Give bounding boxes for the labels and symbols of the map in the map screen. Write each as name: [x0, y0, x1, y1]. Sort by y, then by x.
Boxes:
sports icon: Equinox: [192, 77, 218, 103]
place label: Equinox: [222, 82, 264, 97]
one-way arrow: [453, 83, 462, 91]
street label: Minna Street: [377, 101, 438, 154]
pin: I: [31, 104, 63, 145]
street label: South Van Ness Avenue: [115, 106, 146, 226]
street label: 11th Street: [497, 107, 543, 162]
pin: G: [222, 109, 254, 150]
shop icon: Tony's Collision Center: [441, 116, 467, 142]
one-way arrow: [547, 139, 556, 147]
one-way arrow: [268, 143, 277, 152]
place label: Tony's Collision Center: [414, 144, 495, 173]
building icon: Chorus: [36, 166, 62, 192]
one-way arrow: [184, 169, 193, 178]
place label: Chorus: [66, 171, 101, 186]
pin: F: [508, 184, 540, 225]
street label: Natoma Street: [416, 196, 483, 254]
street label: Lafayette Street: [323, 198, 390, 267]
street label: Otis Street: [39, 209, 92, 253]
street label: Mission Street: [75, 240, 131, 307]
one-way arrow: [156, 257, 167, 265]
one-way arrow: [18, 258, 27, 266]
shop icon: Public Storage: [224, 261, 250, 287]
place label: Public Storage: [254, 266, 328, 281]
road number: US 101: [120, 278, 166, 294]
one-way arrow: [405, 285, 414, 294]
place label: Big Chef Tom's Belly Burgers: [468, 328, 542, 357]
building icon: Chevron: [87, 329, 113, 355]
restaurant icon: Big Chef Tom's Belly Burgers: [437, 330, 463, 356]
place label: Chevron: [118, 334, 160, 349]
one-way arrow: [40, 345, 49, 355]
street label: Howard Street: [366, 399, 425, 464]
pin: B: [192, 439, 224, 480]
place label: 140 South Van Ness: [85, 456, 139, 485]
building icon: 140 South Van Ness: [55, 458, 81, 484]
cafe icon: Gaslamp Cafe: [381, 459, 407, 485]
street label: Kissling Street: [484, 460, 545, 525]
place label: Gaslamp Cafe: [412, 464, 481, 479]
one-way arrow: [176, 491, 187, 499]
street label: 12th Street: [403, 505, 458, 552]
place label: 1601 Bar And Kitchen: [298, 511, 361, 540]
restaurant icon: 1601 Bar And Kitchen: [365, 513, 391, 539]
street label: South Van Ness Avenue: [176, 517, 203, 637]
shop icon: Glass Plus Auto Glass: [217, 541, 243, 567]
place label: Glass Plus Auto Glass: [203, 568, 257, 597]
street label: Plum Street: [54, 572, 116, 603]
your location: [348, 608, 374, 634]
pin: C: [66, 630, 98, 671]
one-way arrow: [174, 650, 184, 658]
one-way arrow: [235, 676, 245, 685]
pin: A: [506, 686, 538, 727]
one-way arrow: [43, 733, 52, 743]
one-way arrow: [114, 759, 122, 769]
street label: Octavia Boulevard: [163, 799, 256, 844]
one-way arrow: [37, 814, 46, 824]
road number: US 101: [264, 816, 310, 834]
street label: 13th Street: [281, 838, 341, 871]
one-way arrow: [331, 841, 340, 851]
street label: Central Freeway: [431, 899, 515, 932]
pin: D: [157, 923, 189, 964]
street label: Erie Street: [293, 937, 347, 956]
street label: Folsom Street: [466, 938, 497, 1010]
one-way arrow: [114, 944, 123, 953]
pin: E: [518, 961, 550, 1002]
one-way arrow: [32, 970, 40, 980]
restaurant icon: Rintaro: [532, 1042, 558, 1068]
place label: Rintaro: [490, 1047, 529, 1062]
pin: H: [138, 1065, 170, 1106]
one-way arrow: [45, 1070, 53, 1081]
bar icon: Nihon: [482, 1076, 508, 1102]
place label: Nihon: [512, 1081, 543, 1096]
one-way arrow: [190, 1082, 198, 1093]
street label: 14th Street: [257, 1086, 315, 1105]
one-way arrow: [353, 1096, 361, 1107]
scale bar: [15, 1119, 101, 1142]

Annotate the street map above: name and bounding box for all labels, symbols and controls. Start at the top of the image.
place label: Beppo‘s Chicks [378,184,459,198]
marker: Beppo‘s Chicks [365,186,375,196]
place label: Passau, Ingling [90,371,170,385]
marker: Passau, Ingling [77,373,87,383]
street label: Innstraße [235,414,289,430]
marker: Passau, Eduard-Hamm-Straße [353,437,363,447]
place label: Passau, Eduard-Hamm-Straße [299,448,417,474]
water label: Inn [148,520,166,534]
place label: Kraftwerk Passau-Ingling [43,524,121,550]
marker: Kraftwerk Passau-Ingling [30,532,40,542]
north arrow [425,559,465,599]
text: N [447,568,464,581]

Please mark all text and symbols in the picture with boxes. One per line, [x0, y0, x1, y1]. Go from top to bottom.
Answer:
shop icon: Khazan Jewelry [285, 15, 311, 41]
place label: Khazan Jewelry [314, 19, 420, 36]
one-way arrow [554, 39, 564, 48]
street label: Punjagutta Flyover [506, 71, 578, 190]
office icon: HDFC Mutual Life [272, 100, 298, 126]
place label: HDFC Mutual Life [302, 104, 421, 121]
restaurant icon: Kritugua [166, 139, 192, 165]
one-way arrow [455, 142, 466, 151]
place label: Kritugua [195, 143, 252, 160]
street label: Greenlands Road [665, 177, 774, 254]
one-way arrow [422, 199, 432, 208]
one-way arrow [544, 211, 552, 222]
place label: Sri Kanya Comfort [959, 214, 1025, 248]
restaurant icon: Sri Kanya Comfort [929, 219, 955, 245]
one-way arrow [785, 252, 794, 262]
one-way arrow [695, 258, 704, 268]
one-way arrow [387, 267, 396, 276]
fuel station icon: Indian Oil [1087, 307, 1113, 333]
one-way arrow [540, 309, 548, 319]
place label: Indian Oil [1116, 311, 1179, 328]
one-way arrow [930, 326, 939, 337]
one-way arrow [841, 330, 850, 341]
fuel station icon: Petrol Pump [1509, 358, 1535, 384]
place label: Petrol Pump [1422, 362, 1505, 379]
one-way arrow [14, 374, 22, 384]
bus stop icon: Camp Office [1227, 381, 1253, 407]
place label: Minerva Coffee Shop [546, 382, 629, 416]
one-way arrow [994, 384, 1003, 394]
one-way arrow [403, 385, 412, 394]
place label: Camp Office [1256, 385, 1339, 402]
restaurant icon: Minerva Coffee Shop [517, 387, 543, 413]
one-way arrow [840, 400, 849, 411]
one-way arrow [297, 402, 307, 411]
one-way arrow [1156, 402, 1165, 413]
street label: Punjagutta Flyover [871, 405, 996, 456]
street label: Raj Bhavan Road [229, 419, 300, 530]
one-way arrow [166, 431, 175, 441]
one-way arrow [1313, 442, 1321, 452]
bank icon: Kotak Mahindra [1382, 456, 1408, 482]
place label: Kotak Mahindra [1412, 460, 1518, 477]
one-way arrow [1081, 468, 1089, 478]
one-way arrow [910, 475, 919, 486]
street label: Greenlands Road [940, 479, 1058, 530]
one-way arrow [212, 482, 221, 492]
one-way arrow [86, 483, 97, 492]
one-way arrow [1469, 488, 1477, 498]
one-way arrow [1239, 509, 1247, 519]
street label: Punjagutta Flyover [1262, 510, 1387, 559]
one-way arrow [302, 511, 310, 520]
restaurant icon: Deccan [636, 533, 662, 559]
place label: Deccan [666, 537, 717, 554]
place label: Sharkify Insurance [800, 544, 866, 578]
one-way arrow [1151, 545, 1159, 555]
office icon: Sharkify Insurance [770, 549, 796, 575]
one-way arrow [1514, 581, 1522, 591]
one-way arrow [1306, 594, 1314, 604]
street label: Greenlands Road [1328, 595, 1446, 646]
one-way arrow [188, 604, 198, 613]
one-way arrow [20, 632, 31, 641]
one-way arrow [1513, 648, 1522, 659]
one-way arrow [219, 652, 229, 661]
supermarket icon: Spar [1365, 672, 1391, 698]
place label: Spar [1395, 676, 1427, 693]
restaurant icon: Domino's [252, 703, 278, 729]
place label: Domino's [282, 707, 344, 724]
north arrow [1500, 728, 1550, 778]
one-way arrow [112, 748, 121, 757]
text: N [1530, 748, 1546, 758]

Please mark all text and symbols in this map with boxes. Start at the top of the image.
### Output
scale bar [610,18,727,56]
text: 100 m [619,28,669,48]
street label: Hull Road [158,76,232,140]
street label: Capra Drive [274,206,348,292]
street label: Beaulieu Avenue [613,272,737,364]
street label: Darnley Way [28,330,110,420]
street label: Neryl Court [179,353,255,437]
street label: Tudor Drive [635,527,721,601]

════════════════

Whenever a line of the entries contains the string "Storage", copy that line.

WRITTEN RESPONSE —
shop icon: Public Storage: [224, 261, 250, 287]
place label: Public Storage: [254, 266, 328, 281]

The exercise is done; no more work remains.